Architekci regularnie wypuszczali poprawione wersje raportów na temat tego, jak wysoko zamierzali dotrzeć, a jeden próbował przegonić drugiego. Wedle pogłosek, które słyszał na tym przyjęciu, całkiem wiarygodnych, obaj mieli zamiar zakończyć na wysokości ponad pięćdziesięciu kondygnacji. Nikt nie wiedział, która budowla okaże się wyższa, choć wśród przyjaciół popularne były zakłady.
Wax odetchnął głęboko we mgłę. W Dziczy rezydencję Cettów – dwupiętrowy budynek – uważano by za szczyt możliwości. Tutaj wydawała się przytłoczona. Przez te lata, które spędził poza Miastem, świat się zmienił. Dorósł, wymyślił światła, które nie potrzebowały ognia, i budynki, które mogły wznieść się ponad same mgły.
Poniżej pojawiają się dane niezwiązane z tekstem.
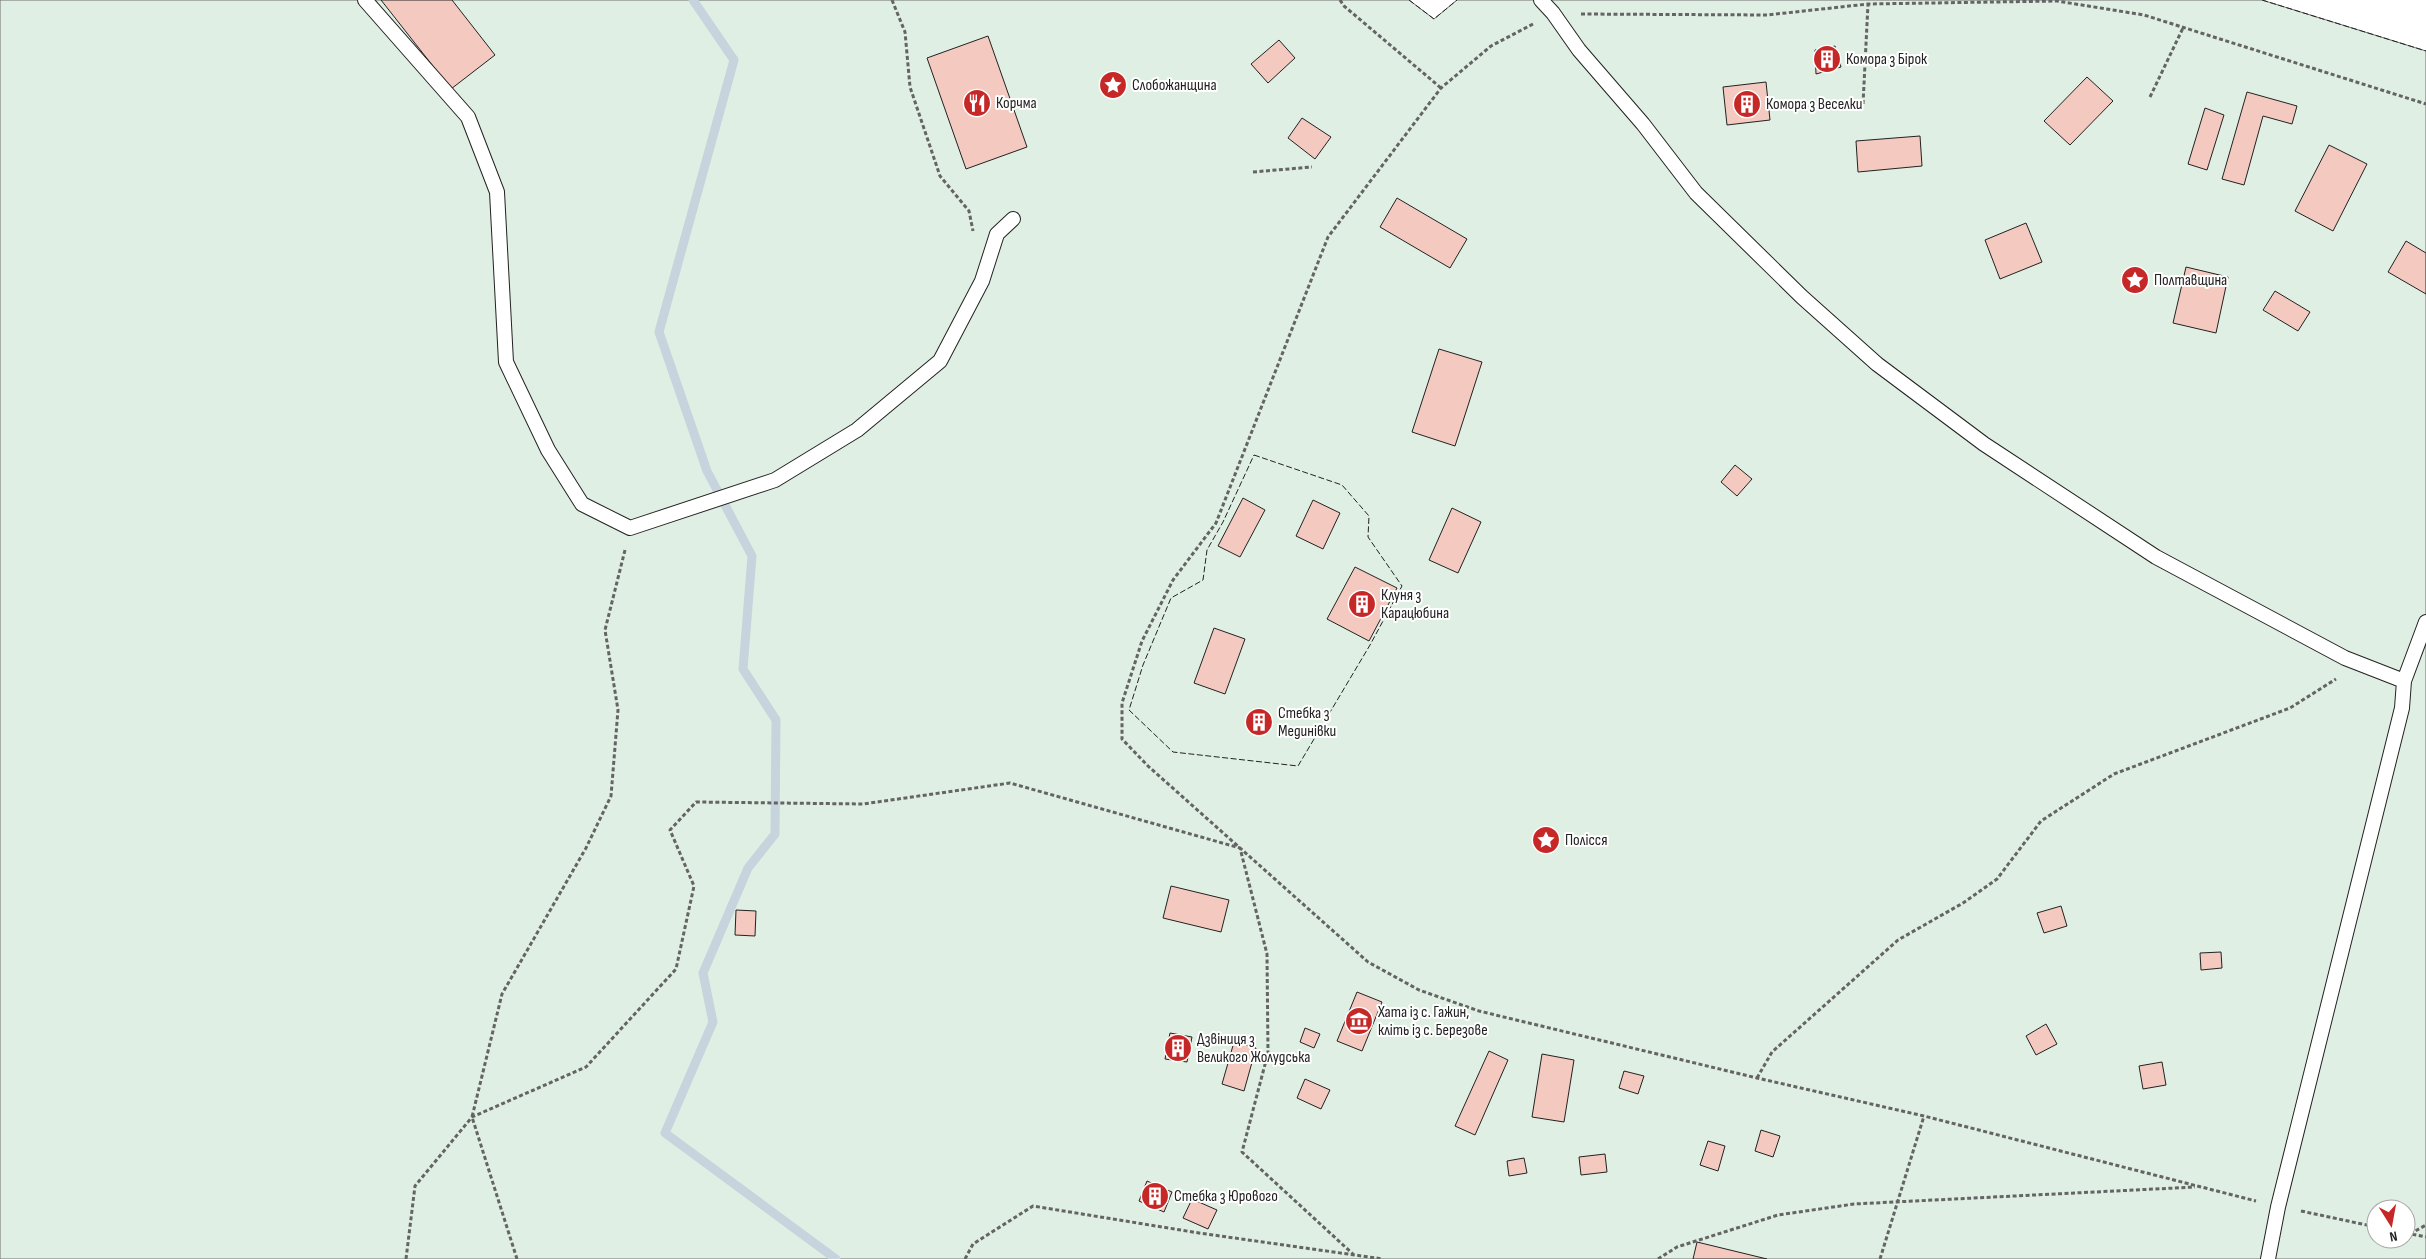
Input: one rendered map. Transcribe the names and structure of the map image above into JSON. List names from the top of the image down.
{
  "places": {
    "building": [
      "Комора з Бірок",
      "Комора з Веселки",
      "Клуня з Карацюбина",
      "Стебка з Мединівки",
      "Дзвіниця з Великого Жолудська",
      "Стебка з Юрового"
    ],
    "place": ["Слобожанщина", "Полтавщина", "Полісся"],
    "restaurant": ["Корчма"],
    "museum": ["Хата із с. Гажин, кліть із с. Березове"]
  },
  "north": "bottom"
}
Spoglądając z góry na szeroką ulicę w Czwartym Oktancie, Wax poczuł się nagle bardzo stary.
– Lordzie Waxillium? – odezwał się ktoś z tyłu.
Odwrócił się i ujrzał starszą kobietę, lady Aving Cett, stojącą w drzwiach. Siwe włosy upięła w kok, na szyi miała sznur rubinów.
– Na Harmonię, mój drogi. Przeziębisz się tam! Przyszło kilka osób, które z pewnością chciałbyś poznać.
– Niebawem wrócę, milady – odparł Wax. – Pragnąłem zaczerpnąć nieco świeżego powietrza.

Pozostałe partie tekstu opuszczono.